▶ **TASK DESCRIPTION**:
Pick every line from the data below that contains the string "places" and copy it.
══ EXTRACTED MATERIAL ══
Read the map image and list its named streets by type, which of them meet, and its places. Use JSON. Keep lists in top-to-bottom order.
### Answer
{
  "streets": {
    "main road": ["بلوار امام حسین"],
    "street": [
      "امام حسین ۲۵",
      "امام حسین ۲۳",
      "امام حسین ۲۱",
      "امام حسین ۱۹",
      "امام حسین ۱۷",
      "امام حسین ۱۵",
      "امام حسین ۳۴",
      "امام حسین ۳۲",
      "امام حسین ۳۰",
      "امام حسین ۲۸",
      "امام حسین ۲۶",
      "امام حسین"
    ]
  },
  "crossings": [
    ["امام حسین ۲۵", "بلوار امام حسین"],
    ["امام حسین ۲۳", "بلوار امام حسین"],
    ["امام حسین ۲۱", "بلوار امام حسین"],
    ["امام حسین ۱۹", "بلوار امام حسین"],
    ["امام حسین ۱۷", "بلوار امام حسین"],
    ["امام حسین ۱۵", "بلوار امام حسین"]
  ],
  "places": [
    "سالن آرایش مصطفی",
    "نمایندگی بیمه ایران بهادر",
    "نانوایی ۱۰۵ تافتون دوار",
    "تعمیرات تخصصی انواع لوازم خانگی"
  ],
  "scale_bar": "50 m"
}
═══
▶ **ANSWER TO THE EXERCISE**:
Read the map image and list its named streets by type, which of them meet, and its places. Use JSON. Keep lists in top-to-bottom order.
  "places": [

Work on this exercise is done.